> **Work order**:
Every line in the entries that holds "overflow" should be identified and copied.

Dataset entries:
····················
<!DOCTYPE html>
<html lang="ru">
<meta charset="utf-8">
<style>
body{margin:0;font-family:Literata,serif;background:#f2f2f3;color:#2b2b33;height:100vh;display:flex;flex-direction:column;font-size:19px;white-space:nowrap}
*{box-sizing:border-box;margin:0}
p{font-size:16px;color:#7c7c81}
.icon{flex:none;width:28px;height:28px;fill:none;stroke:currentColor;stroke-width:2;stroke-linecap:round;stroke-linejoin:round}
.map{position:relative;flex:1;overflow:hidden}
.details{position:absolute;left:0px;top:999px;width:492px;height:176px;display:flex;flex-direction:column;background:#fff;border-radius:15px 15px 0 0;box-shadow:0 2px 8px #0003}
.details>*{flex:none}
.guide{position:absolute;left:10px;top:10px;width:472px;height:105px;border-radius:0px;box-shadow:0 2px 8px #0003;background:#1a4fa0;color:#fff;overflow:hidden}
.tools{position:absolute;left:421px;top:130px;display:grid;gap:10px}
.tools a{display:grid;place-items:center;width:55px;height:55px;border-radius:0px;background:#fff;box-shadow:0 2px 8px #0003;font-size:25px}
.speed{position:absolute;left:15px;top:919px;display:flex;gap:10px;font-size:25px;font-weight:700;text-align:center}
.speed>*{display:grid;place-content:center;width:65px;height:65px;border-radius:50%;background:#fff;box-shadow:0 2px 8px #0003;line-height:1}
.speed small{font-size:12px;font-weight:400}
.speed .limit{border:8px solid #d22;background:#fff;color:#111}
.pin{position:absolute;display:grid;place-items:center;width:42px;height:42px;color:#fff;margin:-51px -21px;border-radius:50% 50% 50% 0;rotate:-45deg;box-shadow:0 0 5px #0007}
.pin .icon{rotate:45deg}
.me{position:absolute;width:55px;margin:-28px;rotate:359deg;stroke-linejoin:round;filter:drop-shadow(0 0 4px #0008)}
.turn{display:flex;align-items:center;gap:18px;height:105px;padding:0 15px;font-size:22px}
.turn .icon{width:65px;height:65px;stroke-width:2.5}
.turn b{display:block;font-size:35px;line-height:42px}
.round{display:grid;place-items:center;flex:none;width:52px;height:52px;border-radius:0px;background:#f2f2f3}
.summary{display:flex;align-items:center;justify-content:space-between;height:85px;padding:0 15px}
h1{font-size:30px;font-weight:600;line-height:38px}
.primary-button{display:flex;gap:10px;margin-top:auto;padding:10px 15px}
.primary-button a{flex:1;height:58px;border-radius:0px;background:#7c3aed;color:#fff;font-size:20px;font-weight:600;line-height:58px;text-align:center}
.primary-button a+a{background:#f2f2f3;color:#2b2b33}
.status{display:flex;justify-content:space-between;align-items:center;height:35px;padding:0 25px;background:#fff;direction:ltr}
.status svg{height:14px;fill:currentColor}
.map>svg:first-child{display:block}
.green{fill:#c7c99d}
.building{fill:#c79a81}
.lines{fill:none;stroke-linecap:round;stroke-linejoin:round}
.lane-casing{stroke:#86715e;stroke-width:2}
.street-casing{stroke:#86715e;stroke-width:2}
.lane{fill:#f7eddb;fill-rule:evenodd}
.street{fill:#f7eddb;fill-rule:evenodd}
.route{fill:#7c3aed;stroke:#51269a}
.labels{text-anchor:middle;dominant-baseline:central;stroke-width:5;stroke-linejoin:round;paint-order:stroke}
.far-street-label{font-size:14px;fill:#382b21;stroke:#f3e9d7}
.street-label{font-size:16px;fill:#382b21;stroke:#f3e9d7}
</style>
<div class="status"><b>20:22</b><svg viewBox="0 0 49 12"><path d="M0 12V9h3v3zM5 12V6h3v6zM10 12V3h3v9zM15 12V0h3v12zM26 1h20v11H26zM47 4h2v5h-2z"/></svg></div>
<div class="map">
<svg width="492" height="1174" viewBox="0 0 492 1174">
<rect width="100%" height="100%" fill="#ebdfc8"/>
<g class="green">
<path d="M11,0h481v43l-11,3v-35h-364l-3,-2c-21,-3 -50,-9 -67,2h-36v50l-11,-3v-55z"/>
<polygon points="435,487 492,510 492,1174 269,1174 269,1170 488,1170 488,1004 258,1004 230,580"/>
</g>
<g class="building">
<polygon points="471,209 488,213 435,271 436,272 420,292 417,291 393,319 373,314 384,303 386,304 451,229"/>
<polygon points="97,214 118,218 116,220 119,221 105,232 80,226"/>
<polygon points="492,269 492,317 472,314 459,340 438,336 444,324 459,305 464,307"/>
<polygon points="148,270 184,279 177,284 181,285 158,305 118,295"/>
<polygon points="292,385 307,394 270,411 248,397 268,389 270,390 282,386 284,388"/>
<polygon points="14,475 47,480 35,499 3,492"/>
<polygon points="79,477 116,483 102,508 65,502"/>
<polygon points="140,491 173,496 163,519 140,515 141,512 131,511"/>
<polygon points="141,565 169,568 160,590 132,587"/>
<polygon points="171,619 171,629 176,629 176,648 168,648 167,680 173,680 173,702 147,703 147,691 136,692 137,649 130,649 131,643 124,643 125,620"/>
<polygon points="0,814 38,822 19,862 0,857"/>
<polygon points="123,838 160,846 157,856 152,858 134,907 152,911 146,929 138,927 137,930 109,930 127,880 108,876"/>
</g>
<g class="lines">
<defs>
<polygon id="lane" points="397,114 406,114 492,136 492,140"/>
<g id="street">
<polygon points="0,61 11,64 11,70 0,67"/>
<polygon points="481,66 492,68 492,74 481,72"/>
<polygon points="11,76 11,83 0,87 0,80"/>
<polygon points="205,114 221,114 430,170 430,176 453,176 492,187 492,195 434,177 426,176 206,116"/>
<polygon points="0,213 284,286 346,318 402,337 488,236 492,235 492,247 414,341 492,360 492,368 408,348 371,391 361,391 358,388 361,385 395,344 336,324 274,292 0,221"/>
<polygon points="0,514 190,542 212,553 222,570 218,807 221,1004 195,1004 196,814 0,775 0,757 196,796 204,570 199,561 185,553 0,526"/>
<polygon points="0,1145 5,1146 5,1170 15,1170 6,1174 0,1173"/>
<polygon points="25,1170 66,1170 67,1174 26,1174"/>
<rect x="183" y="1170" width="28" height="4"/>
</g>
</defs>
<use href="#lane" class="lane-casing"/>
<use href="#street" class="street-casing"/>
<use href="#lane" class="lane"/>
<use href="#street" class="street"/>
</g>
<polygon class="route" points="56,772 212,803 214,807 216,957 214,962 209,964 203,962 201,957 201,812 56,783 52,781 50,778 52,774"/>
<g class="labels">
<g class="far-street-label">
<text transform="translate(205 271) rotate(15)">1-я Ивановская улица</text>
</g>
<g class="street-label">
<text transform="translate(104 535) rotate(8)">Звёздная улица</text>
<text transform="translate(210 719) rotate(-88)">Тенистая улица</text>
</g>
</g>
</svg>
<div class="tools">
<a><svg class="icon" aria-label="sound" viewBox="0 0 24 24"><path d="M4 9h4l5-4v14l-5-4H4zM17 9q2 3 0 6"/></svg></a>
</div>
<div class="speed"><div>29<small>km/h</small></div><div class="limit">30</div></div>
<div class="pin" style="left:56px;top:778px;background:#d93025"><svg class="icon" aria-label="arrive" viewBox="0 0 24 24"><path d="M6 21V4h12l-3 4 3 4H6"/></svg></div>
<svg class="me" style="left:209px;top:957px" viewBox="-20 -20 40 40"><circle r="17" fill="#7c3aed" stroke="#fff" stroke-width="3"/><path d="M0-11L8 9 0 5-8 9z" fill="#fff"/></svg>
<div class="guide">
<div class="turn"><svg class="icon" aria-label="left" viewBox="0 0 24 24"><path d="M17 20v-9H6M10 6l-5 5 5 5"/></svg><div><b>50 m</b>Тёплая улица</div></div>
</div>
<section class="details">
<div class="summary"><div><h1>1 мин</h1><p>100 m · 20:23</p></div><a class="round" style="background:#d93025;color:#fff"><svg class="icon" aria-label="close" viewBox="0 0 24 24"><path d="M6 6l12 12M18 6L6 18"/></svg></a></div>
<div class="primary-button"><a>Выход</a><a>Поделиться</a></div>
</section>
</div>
····················
> **Expected answer**:
.map{position:relative;flex:1;overflow:hidden}
.guide{position:absolute;left:10px;top:10px;width:472px;height:105px;border-radius:0px;box-shadow:0 2px 8px #0003;background:#1a4fa0;color:#fff;overflow:hidden}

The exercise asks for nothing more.